Mobile Device Pentesting for a Healthcare Technology and Research Company
The Customer is a multinational company providing technology solutions, research and consulting services for the healthcare industry. It operates in more than 90 countries and has about 80,000 employees on board.
To conduct commercial clinical trials, the Customer stored, processed and transferred personal health information. To ensure PHI protection and comply with HIPAA regulations, the Customer resorted to security testing after any significant changes in corporate software and IT infrastructure. At this stage, the Customer needed to check Android and iOS mobile devices used by the employees for working purposes for security vulnerabilities that could endanger PHI.
ScienceSoft’s ethical hackers explored the Customer’s corporate Android and iOS mobile devices at the hardware, middleware and software levels. They performed black box and gray box penetration testing, including:
- Assessment of wireless transmission of data.
- Assessment of encryption protocols.
- Assessment of mobile Bluetooth settings.
- Exploration of OS security permissions.
- Analysis of commonly known vulnerabilities of the specific versions of mobile devices and mobile applications under test.
- Attempted SMS-based attacks (DoS, malware dissemination).
- Input data manipulation (SQL injections, buffer overflow, network protocol violations).
ScienceSoft’s pentesters revealed several critical vulnerabilities that had been missed out during previous checks by another vendor. The vulnerabilities included outdated user applications and mobile OS versions, unrestricted access to certain user applications, poorly secured Wi-Fi.

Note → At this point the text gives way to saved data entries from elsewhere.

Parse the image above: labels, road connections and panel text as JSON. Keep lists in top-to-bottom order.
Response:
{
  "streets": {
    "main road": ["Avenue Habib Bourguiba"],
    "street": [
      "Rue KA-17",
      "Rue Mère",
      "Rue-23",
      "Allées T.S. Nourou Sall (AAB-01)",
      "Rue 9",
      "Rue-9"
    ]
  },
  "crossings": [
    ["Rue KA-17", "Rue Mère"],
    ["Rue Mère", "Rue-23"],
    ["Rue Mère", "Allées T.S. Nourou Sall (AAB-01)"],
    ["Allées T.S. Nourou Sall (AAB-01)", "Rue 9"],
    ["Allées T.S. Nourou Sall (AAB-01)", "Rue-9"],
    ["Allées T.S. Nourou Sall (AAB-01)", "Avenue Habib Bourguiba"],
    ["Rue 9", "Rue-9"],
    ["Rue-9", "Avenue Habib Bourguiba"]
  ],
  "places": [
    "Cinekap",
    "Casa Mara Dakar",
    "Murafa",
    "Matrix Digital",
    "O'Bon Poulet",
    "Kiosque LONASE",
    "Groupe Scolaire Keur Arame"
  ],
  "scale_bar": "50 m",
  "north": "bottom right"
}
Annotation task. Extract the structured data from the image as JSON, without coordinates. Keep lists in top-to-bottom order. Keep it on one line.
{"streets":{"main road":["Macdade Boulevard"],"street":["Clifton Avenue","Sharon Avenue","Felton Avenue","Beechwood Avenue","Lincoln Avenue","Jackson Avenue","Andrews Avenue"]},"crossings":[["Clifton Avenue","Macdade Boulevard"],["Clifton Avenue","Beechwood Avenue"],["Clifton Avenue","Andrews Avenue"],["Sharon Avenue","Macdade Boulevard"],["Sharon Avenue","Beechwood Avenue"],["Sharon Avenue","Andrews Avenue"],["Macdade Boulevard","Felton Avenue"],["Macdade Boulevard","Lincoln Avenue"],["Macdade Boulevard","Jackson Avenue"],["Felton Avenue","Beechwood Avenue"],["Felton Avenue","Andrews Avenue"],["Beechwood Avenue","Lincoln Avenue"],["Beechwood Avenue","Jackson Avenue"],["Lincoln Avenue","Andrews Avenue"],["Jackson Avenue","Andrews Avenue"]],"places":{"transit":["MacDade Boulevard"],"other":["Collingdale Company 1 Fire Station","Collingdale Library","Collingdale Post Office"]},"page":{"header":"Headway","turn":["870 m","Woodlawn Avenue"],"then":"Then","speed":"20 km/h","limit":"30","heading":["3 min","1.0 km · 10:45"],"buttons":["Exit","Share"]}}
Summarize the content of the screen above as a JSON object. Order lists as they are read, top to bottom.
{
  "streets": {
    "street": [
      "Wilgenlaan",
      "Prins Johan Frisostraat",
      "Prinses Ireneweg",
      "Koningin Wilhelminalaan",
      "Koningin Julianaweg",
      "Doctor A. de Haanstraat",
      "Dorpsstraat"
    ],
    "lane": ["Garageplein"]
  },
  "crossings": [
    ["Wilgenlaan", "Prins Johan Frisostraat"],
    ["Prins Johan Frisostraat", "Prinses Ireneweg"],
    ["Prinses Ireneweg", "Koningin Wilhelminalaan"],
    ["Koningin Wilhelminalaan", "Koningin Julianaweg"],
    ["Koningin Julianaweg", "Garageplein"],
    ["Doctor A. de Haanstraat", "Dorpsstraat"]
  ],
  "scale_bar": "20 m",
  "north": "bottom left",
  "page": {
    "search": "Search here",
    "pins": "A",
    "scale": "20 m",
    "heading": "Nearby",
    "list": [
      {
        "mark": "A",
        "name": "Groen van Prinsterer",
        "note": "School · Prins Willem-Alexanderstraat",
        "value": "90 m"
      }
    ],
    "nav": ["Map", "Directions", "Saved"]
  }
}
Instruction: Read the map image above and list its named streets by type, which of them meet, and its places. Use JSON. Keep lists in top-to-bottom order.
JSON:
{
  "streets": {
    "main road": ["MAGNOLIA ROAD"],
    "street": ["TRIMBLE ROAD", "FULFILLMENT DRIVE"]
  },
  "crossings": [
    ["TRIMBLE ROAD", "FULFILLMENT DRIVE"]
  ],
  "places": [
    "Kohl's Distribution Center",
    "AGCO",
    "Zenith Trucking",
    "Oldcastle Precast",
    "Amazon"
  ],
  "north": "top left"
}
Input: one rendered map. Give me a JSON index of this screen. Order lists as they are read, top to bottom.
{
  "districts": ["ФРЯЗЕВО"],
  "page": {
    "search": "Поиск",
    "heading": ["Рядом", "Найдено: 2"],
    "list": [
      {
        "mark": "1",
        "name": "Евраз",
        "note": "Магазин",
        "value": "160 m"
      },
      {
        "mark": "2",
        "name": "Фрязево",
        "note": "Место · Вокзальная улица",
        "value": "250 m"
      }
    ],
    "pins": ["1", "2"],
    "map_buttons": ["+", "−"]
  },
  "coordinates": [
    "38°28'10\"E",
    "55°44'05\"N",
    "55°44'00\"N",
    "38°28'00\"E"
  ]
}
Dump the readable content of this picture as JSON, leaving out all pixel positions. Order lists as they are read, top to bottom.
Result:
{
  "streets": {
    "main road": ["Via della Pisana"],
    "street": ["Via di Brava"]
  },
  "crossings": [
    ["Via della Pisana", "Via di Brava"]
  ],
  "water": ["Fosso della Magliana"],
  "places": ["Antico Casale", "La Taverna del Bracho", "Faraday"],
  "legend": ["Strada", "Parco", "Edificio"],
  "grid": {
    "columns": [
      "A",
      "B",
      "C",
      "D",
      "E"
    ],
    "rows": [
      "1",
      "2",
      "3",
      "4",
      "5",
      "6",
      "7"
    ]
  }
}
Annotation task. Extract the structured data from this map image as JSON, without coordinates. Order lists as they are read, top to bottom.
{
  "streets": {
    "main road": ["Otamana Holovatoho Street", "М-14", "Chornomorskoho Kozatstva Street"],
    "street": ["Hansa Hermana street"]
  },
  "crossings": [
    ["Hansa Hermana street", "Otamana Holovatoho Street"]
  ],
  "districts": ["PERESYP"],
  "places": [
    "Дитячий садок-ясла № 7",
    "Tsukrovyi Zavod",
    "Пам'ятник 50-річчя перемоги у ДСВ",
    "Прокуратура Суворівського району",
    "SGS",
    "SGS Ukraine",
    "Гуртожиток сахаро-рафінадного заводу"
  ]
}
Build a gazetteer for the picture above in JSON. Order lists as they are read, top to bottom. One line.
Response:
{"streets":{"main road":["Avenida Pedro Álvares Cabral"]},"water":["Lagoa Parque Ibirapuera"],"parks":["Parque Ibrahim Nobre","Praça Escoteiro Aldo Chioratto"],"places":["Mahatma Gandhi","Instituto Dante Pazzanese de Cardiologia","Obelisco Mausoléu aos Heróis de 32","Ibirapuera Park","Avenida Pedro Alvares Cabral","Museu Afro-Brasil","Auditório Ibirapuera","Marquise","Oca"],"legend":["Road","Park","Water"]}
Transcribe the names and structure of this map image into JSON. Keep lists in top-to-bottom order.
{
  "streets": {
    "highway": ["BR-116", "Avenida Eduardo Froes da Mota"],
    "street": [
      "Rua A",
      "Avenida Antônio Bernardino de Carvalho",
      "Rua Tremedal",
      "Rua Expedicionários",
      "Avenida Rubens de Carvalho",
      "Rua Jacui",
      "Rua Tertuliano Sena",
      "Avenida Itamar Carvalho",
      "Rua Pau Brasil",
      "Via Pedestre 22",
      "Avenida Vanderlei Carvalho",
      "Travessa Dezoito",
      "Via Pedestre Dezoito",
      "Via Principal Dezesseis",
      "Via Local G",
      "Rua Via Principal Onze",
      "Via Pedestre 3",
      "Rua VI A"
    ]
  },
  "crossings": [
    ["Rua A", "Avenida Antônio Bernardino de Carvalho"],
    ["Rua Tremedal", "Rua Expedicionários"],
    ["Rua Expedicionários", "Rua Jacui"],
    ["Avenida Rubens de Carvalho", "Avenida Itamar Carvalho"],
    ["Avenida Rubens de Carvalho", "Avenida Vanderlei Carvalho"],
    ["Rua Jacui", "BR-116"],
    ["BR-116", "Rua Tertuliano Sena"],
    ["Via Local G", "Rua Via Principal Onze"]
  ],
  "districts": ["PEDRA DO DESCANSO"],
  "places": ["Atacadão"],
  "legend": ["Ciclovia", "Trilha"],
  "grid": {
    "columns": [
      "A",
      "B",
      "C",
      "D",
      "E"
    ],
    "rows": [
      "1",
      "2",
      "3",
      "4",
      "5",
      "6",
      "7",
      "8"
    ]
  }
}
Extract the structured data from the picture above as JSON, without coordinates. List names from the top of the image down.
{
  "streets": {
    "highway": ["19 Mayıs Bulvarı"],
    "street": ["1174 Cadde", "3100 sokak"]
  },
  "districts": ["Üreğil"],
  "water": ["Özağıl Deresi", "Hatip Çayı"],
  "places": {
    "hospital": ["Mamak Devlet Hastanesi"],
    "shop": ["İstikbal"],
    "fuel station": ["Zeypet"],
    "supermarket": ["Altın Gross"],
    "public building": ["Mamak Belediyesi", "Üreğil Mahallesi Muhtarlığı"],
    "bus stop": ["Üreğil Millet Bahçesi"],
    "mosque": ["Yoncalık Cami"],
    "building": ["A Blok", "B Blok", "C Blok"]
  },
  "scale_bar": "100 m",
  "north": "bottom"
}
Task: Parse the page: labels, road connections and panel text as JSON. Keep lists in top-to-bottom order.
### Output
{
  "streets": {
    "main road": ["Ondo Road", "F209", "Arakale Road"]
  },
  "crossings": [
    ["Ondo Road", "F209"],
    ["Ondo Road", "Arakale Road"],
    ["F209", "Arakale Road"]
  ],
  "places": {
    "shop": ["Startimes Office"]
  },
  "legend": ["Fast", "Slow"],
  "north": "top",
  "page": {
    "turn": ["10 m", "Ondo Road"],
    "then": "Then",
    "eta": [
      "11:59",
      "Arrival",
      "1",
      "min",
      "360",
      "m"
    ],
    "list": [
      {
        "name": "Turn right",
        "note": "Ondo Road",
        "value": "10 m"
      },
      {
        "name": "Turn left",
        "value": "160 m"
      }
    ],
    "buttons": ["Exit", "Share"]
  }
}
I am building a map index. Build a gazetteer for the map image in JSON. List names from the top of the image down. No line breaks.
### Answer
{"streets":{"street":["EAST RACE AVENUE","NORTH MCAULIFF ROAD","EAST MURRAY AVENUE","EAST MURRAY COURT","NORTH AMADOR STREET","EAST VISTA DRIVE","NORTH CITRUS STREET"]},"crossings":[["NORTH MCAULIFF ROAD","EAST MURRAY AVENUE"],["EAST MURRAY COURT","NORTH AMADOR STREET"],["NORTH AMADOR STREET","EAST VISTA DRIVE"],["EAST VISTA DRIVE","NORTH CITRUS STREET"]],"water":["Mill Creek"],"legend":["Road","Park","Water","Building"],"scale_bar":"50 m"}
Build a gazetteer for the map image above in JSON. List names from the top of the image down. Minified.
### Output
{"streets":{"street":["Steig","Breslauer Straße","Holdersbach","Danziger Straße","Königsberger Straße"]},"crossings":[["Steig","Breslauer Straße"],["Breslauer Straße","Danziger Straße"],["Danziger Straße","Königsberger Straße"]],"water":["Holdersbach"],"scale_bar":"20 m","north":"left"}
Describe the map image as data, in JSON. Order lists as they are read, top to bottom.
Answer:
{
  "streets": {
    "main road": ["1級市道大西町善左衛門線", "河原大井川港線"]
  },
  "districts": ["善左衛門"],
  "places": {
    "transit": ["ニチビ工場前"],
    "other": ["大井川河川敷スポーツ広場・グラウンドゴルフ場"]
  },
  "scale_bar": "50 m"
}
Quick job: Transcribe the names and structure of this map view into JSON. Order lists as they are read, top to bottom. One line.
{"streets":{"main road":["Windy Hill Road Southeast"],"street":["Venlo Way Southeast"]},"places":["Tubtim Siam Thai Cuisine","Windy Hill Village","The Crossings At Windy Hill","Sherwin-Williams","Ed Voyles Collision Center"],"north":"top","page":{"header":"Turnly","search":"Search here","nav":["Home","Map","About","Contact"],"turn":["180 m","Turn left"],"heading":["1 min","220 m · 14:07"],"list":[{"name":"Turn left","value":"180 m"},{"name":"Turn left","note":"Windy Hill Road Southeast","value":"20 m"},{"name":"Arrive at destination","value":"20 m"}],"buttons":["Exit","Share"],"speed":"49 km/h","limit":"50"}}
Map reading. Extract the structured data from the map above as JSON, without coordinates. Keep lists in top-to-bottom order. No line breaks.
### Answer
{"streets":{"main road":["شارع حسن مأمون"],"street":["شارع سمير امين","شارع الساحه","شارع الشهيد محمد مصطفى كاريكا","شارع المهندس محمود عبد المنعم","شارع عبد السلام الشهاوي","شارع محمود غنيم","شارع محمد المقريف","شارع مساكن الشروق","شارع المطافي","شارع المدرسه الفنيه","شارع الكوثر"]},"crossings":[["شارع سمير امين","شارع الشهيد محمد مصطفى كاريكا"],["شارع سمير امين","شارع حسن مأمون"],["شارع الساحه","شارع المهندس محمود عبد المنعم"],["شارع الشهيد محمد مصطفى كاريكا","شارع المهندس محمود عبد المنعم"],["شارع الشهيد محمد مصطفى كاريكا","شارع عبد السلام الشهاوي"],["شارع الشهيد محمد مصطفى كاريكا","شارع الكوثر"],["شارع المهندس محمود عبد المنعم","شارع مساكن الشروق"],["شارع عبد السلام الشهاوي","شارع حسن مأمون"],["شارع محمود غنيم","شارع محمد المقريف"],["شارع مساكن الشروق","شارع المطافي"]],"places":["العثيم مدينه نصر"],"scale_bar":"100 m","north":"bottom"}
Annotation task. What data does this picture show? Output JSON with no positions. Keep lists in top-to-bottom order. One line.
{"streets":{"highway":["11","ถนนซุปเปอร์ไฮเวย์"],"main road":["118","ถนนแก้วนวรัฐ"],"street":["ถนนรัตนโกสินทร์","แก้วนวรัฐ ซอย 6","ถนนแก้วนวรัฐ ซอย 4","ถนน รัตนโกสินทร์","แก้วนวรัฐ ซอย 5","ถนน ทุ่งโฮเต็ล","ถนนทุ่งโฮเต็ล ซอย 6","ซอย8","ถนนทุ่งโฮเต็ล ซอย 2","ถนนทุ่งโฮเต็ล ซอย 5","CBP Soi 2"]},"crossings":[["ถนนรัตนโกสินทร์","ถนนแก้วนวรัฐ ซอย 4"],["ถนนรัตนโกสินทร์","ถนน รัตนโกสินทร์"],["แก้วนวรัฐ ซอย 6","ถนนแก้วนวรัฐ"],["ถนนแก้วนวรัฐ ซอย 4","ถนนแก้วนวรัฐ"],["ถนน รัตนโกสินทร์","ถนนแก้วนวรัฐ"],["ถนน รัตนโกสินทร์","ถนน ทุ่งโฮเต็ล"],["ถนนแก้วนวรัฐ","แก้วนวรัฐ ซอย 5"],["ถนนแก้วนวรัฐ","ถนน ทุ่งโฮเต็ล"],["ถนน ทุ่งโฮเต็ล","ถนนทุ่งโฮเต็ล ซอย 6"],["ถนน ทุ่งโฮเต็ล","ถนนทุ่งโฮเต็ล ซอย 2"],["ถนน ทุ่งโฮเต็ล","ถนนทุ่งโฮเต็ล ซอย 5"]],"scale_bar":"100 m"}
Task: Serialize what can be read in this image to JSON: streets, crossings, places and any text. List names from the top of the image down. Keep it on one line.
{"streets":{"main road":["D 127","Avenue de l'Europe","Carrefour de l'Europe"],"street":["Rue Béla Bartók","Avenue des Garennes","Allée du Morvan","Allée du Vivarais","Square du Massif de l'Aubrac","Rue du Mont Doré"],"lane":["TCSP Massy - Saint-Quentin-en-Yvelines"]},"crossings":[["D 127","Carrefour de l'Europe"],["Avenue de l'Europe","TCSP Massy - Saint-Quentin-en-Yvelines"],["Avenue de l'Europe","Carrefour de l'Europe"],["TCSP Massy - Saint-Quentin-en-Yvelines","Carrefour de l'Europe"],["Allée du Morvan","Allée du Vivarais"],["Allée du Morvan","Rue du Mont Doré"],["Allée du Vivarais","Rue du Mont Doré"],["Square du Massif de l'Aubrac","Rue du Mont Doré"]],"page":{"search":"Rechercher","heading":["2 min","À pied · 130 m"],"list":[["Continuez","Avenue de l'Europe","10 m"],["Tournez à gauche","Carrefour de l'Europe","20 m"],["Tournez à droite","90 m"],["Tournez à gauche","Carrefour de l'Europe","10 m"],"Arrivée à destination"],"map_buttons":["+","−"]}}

ScienceSoft’s security experts documented all found security gaps and provided recommendations on preventing their exploitation. They advised to implement a reliable network authentication protocol, monitor Wi-Fi access points on the mobile devices, update security patches and mobile OS versions, delete unnecessary user applications, restrict user access to the Suggested Apps feature and emergency apps, etc.
Also, ScienceSoft delivered consultations for the Customer’s IT team to better understand the existing security gaps and best ways to address them.
The Customer received detailed reports on detected vulnerabilities with the classification according to their severity and likelihood and an actionable guidance on vulnerability remediation. Satisfied with ScienceSoft’s professional approach, the Customer decided to rely on ScienceSoft’s security experts for another penetration testing project.
Technologies and Tools
Nmap, Wireshark, Metasploit, custom scripts (Python, C and Perl scripts for the exploitation of vulnerabilities).